George discusses how his team stayed hidden during a large force Vietnamese attack.
And I can remember our team sergeant looked around and he says, “Gentlemen, they told us that Vietnam “was gonna be dangerous,” he said. “But I sure thought we’d last longer than a week.”
I joined the army in the summer of 1964. Went in as a total nothing. E-1, you know, private. I chose communications mainly because that’s part of what I had already been trained for.
They took our B team and our A team and sent us out to a place called Hiep Hoa in Ha Giang province, and Hiep Hoa was a big sugar mill that the French had built.

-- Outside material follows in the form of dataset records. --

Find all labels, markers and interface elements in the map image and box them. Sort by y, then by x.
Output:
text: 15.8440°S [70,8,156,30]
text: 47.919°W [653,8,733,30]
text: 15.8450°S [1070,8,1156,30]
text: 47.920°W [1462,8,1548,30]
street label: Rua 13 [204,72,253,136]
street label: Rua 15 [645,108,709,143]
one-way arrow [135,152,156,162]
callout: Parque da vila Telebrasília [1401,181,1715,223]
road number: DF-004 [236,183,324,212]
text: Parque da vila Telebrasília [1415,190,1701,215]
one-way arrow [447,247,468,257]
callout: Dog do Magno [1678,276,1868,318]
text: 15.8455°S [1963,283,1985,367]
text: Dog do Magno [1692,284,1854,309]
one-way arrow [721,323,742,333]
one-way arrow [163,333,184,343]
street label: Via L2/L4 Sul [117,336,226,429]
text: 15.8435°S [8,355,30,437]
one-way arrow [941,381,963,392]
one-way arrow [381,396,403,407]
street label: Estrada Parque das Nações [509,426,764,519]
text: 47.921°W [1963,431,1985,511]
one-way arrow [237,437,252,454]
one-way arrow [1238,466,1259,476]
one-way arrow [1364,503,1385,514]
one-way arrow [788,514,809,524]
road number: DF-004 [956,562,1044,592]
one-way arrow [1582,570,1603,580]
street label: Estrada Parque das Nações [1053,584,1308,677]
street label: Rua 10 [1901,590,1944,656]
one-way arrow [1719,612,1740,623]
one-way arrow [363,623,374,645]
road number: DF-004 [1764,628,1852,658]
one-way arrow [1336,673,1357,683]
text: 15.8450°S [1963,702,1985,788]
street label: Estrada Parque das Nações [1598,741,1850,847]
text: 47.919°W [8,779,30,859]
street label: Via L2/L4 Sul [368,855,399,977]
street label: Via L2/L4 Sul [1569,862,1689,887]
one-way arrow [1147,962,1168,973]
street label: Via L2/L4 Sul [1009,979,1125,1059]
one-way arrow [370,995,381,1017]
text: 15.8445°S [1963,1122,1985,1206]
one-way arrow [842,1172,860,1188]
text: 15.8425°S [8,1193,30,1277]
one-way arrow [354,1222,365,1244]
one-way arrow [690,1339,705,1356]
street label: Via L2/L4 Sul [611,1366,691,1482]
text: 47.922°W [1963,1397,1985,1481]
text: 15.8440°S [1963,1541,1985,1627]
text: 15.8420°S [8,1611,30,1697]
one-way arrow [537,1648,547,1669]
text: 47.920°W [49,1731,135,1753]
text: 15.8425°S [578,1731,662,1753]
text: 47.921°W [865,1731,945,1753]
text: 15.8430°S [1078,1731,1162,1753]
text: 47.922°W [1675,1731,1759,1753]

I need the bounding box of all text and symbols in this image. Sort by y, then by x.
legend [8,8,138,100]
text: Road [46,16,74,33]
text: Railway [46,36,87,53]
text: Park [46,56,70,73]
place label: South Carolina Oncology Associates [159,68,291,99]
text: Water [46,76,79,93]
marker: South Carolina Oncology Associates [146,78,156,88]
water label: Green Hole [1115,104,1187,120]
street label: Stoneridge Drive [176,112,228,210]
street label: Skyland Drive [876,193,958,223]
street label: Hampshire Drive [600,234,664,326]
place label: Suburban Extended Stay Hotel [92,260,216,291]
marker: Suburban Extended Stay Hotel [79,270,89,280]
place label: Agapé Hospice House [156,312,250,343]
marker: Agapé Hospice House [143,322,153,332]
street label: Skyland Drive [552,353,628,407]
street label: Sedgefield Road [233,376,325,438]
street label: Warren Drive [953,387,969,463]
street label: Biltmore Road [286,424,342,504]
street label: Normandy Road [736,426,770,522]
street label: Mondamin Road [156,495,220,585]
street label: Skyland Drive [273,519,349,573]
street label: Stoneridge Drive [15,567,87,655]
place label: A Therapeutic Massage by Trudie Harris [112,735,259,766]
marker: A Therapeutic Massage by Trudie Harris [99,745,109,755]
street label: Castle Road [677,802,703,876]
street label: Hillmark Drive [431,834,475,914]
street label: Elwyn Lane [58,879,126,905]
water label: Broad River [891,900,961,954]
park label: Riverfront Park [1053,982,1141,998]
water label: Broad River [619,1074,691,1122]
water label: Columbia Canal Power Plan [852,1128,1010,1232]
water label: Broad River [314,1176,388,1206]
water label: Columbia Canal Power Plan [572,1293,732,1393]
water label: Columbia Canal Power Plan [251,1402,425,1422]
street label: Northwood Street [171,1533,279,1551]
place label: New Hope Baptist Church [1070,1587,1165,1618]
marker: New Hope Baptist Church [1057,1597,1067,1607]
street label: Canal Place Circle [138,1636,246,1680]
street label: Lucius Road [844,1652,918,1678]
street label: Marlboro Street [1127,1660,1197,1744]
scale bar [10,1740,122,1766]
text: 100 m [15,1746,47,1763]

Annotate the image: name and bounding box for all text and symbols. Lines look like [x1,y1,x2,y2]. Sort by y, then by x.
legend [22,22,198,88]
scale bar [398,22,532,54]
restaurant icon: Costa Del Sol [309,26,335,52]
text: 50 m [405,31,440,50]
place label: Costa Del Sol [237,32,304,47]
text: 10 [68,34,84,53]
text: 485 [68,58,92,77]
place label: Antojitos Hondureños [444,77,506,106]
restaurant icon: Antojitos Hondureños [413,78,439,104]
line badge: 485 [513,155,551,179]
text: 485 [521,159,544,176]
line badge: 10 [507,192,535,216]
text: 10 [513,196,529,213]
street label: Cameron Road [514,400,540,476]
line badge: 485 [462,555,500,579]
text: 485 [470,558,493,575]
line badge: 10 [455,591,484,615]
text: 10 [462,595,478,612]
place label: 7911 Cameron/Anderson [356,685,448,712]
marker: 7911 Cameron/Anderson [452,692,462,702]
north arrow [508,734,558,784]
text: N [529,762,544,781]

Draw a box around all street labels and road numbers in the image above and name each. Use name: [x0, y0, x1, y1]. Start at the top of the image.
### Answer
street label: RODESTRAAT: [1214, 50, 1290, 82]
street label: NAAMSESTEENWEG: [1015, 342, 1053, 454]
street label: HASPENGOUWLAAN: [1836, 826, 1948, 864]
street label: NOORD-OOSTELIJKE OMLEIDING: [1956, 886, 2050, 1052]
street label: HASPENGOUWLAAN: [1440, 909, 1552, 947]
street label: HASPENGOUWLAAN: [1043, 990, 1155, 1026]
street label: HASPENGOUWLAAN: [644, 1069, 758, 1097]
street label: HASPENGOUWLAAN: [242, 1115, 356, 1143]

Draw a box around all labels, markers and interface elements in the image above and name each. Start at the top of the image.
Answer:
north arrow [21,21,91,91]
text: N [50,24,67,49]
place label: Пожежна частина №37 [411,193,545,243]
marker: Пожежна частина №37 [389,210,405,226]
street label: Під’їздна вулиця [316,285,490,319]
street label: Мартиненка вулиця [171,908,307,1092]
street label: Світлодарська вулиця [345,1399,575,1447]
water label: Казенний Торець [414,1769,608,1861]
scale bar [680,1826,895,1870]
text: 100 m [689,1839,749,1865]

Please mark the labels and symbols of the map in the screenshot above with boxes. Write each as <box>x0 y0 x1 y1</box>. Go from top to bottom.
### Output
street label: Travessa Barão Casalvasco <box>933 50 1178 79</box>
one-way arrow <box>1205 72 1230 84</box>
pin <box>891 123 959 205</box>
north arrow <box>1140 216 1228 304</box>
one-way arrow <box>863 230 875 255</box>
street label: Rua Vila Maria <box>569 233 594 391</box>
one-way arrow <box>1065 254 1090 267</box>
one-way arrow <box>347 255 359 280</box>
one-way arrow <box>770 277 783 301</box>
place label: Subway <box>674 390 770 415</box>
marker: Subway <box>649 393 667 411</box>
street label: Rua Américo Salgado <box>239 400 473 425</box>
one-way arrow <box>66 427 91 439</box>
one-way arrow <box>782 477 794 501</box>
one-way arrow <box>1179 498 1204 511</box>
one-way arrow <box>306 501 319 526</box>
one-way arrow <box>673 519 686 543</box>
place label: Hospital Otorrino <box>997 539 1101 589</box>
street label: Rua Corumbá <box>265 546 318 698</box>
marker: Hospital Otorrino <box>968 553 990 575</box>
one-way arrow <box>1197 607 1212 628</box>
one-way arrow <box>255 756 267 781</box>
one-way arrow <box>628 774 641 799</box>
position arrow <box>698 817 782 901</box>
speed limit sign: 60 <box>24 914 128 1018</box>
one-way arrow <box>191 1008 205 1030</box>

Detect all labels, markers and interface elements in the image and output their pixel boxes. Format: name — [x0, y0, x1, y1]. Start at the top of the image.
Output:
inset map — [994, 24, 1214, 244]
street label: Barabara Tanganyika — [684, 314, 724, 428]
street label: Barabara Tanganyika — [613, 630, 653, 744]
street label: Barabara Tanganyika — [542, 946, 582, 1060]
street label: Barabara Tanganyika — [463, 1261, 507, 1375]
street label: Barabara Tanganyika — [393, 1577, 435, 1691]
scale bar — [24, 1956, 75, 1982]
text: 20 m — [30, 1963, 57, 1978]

On May 20th, we’d been there just a little over a week, the VC attacked the sugar mill area with large force. Started the attack with mortars landing on the roof of the villa and machine guns set up across the big river firing into the villa. We had been there such a short amount of time that we didn’t have really adequate defenses. We were attacked and were able to essentially hide because the VC hitting the sugar mill, they didn’t know exactly where we were.
We were lucky and the gunship inflicted quite a few casualties on the Viet Cong attacking. The Ruff-Puff Regional Force police were not so lucky. They had about 77 of their people killed. We had no one wounded. The Americans were, you know, one slight wound, you know, grazed. That was our, I guess, baptism of fire.